Carol M. Delgado est trilingue, disons, de naissance. Cette infirmière de 32 ans est née à une confluence de territoires, juste de l’autre côté de la frontière française, en Espagne, en Catalogne. Elle a grandi à Puigcerdà, 10 000 habitants, à 1 200 mètres d’altitude sur le plateau cerdan, au cœur du massif pyrénéen. Depuis juin 2015, Carol a rejoint le service des urgences de l’hôpital transfrontalier franco-espagnol, projet pilote européen ouvert fin 2014 (lire en encadré page de droite). Ici, le contexte politique – l’enjeu de la sécession de la Catalogne du reste de l’Espagne – reste discret. Le sujet est présent sans que l’ambiance ne s’en ressente. L’organisation sanitaire est sensiblement la même en Catalogne qu’ailleurs dans le pays. « Il y a éventuellement davantage d’opportunités de trouver du travail – certaines de mes amies, infirmières d’Andalousie, sont venues pour ça à Barcelone, elles ont appris le catalan –, mais les politiques devraient plutôt mettre leur énergie à améliorer la santé ou l’éducation, par exemple », commente la soignante, peu friande de débat politique.

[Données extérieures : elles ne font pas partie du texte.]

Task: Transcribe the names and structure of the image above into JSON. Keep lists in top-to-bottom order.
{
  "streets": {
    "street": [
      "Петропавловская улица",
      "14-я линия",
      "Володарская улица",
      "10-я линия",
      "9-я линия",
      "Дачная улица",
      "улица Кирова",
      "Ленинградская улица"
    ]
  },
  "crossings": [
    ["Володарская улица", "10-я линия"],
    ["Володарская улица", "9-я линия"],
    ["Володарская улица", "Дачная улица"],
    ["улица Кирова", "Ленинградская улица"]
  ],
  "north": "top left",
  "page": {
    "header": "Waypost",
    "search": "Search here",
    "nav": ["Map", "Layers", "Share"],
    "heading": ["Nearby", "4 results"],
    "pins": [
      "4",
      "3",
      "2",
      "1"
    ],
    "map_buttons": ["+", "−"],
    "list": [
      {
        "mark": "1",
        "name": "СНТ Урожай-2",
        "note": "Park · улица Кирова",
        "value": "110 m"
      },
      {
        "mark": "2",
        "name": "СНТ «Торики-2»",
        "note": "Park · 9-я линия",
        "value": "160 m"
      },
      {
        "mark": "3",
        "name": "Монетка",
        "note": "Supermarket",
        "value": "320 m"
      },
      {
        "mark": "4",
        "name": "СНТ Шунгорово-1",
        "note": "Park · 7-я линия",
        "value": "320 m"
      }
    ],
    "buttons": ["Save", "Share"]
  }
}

« L’idée de devenir infirmière me vient probablement de mon grand-père : il était secouriste de l’armée et sur les pistes de ski les week-ends », confie-t-elle. Elle ne regrette pas son choix : « C’est un métier complet, autant au niveau professionnel que personnel. J’aime les soins et le fait d’avoir des relations avec les gens et leurs familles. C’est gratifiant d’aider les autres. » Avant d’en arriver là, en 2004, Carol passe par la case aide-soignante. « Après le bac, j’avais besoin de financer mes études infirmières. Les frais sont plus élevés qu’en France », observe-t-elle. Elle se forme dans un institut, en Andorre. Diplômée comme aide-soignante, elle exerce de nuit dans un hôpital local, puis à la maison de retraite de Puigcerdà, à temps partiel. En 2009, elle intègre enfin l’Université de Manresa de sciences de la santé, au nord de Barcelone, à une heure de chez elle, pour devenir infirmière. « Les deux premières années, je travaillais encore comme aide-soignante en m’arrangeant avec mes collègues pour faire des week-ends et travailler plus sur mes vacances scolaires. » En troisième année, Carol quitte son emploi, car les stages occupent de plus en plus de temps. « On passe par tous les types de services, pédiatrie, gériatrie, cancérologie, soins intensifs, psychiatrie… sauf le bloc, car il s’agit d’une spécialité à part entière. J’ai préféré les soins d’urgence », précise-t-elle.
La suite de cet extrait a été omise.